March 14, 2010
The Fourth Sunday in Lent (Year C)
Joshua 5:9-12; Psalm 32; 2 Corinthians 5:16-21;
Luke 15:1-3, 11b-32
We’ve just heard one of the best known of Jesus’ parables, if not THE best known! Unfortunately familiarity, as they say, breeds contempt. Or to put it another way I wonder how many of you are thinking right now, “What can she say that we haven’t heard before?” That’s actually a very good question. And I wonder what have you heard before! But we won’t go there today.
We call this story “the Parable of the Prodigal Son.” However, in two separate places this week I have seen it referred to as “the Parable of Two Beloved Sons” and “the Parable of the Gracious Father.” Both those titles, I think, put a positive spin on the story and put the emphasis where it truly belongs, on God’s reconciling love and forgiveness.
It is a story that even in its ancient setting seems to resonate with any and all times.
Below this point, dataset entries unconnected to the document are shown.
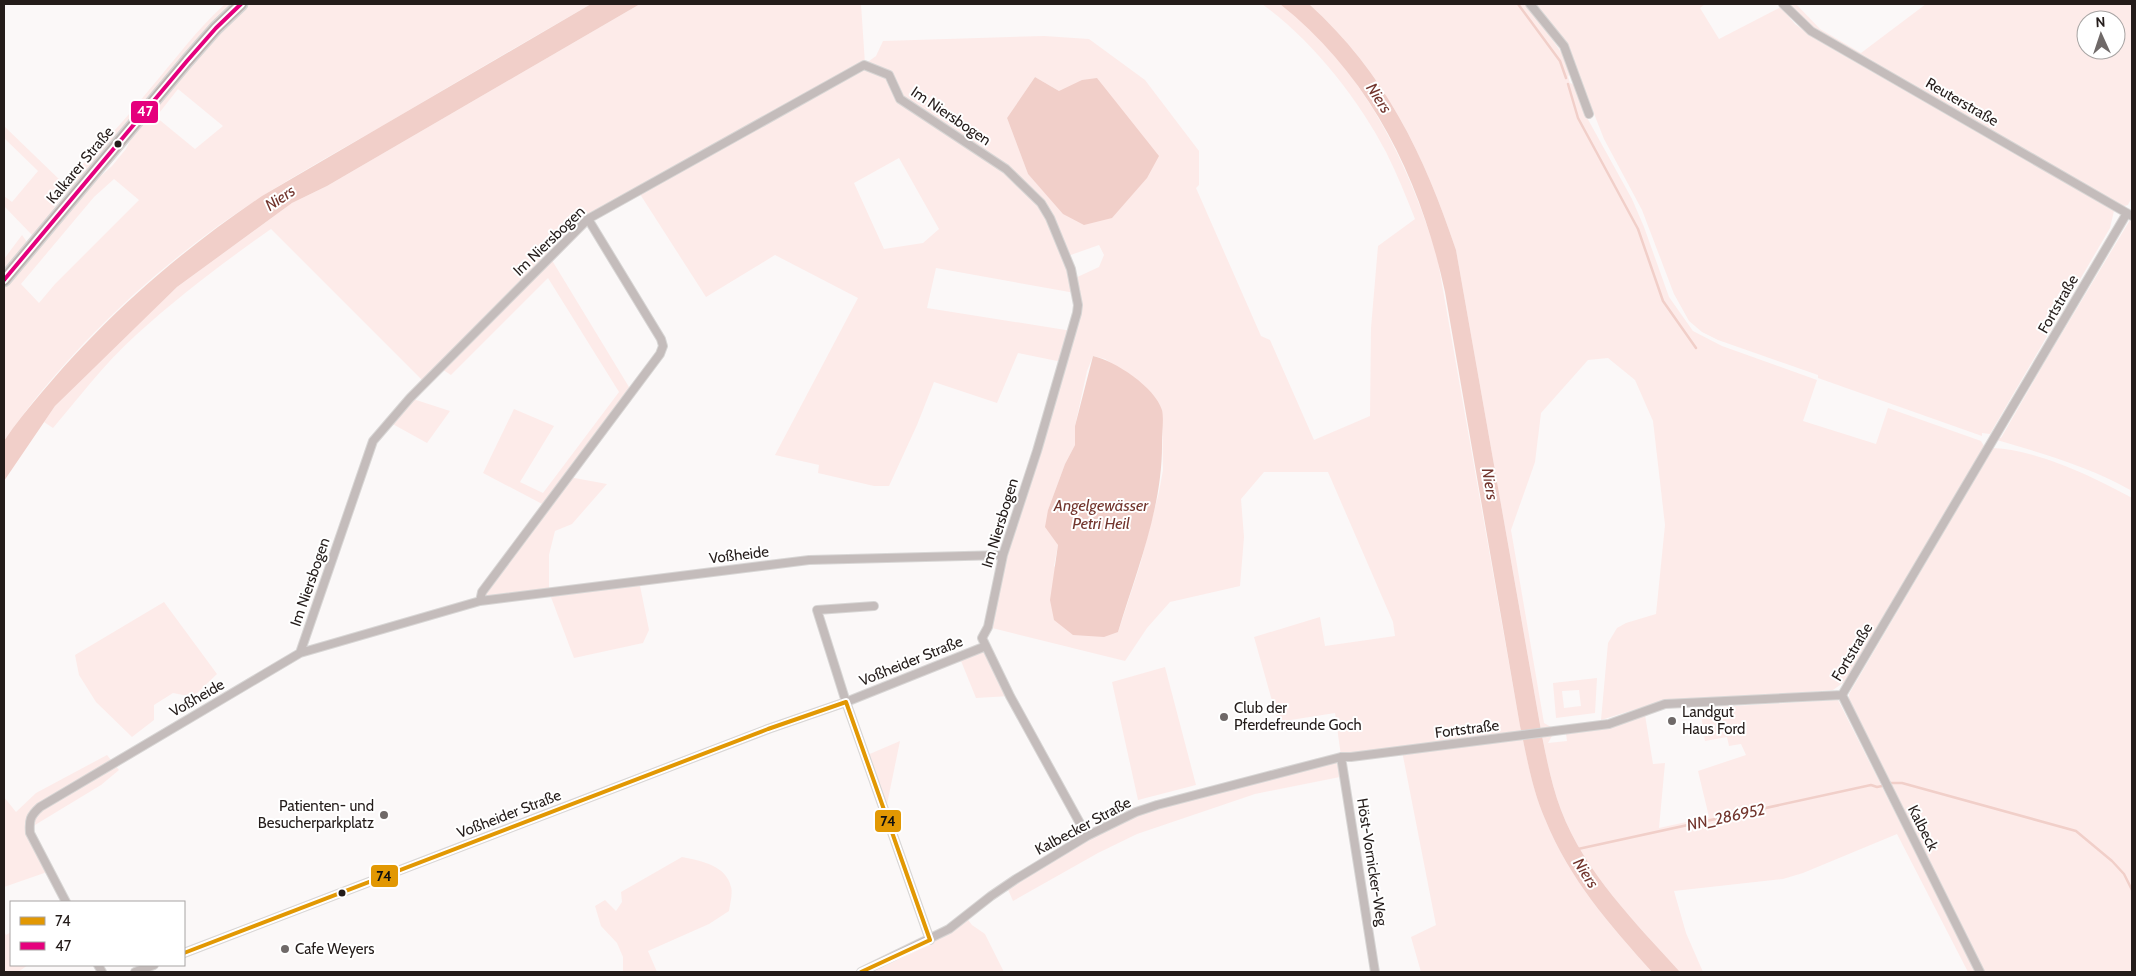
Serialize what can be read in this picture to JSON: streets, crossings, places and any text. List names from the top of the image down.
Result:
{
  "streets": {
    "main road": ["Kalkarer Straße"],
    "street": [
      "Reuterstraße",
      "Im Niersbogen",
      "Fortstraße",
      "Voßheide",
      "Voßheider Straße",
      "Kalbecker Straße",
      "Kalbeck",
      "Höst-Vornicker-Weg"
    ]
  },
  "crossings": [
    ["Reuterstraße", "Fortstraße"],
    ["Im Niersbogen", "Voßheide"],
    ["Im Niersbogen", "Voßheider Straße"],
    ["Fortstraße", "Kalbecker Straße"],
    ["Fortstraße", "Kalbeck"],
    ["Fortstraße", "Höst-Vornicker-Weg"],
    ["Voßheider Straße", "Kalbecker Straße"],
    ["Kalbecker Straße", "Höst-Vornicker-Weg"]
  ],
  "water": ["Niers", "Angelgewässer Petri Heil", "NN_286952"],
  "places": [
    "Club der Pferdefreunde Goch",
    "Landgut Haus Ford",
    "Patienten- und Besucherparkplatz",
    "Cafe Weyers"
  ],
  "lines": ["transit line 47", "transit line 74"],
  "legend": ["74", "47"],
  "north": "top"
}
I’m sure no one would question that the father was, in Jesus’ mind, his father, God. But the sons could represent anything from our own inner conflicts, to a lesson in parenting, to a discussion of the appropriation and use of natural resources, to the very basic: Jesus trying to make the Pharisees and Scribes understand what he was really trying to accomplish when he mingled with sinners and ate with tax collectors. I think, maybe contrary to public opinion, that he truly loved those Pharisees and Scribes as much as the sinners and tax collectors, and that’s why he struggled so often to explain things to them.
Of course it could it be that Jesus was thinking of those Israelites of old that the reading from Joshua tells about. They crossed the Red Sea, wandered for forty years in the wilderness before crossing the River Jordan into the Promised Land. Both times the waters rolled back and let them pass. You might say that doors opened for them without any effort on their part, just as so often doors open for us as we enter public buildings. In addition they had been fed with the heavenly food called Manna and because at least one generation had passed, few would remember tilling the land and eating of the produce. A fresh start must be made, a reconciliation of the old ways with the new; now they were going to have to work to make a new life.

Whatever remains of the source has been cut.